Run on Slurm with the local test config

Note that by default no logging and print statements are shown, these are stored at .submitit/ in the output directory next to the output of each run. submitit_local uses subprocess to run the tasks locally, so the functionality and output is similar to joblib.

python src/sleep_hydra/main.py task.runtime=1,2,3 hydra/launcher=submitit_local -m

OUTPUT:

[2023-10-20 11:12:57,639][HYDRA] Submitit 'local' sweep output dir : multirun/2023-10-20/11-12-57
[2023-10-20 11:12:57,641][HYDRA]        #0 : task.runtime=1
[2023-10-20 11:12:57,645][HYDRA]        #1 : task.runtime=2
[2023-10-20 11:12:57,653][HYDRA]        #2 : task.runtime=3

Run on Slurm using the HPC job scheduler

Can only be executed on the HPC cluster.

python src/sleep_hydra/main.py task.runtime=1,2,3 hydra/launcher=submitit_slurm -m

OUTPUT:

[2023-10-20 11:15:04,918][HYDRA] Submitit 'slurm' sweep output dir : multirun/2023-10-20/11-15-04
[2023-10-20 11:15:04,920][HYDRA]        #0 : task.runtime=1
[2023-10-20 11:15:04,924][HYDRA]        #1 : task.runtime=2
[2023-10-20 11:15:04,928][HYDRA]        #2 : task.runtime=3

Specifying resources

For a full list of settings, see the HPC documentation.

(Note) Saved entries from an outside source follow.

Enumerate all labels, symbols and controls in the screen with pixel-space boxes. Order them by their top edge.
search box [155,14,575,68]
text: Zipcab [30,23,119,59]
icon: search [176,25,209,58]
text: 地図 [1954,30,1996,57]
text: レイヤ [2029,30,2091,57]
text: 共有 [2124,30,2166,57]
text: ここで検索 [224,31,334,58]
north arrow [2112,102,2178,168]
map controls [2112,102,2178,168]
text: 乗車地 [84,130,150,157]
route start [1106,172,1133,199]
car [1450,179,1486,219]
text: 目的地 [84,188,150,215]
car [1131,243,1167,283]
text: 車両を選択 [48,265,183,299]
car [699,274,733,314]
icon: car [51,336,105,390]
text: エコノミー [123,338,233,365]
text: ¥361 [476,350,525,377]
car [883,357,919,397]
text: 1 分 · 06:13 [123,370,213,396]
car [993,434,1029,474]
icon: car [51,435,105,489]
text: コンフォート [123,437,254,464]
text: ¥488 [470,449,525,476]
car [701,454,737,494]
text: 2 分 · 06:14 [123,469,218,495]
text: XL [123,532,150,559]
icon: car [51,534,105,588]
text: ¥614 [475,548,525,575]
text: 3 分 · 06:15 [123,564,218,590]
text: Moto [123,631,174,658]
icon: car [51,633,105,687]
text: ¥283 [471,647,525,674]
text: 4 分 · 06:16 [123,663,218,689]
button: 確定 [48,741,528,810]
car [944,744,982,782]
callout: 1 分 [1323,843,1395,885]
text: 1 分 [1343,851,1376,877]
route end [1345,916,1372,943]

To see available parameters, run:

python src/sleep_hydra/main.py hydra/launcher=submitit_slurm --cfg hydra -p hydra.launcher

Slurm job with 2 CPUs and 4GB of RAM:

python src/sleep_hydra/main.py hydra/launcher=submitit_slurm hydra.launcher.cpus_per_task=2 hydra.launcher.mem_gb=4GB

Benchmarking overhead

We can benchmark both runtime and memory in two ways besides benchmark=runtime and benchmark=memory:

benchmark=all will run the task twice, once with timeit and once with memray.

# seconds
[(3, 3.000507133983774), (2, 2.0004843850038014), (1, 1.0004661950224545)]
# megabytes
[(100, 95.39), (10, 9.559), (1, 0.999444)]
  • benchmark=hybrid will run the task once with timeit inside the memray wrapper.
# seconds
[(3, 3.013979399984237), (2, 2.013261186017189), (1, 1.015038490993902)]
# megabytes
[(100, 96.392), (10, 10.561), (1, 1.001554)]

The overhead of benchmark=hybrid is negligable for large sizes, it's more important to run multiple times and report the variance.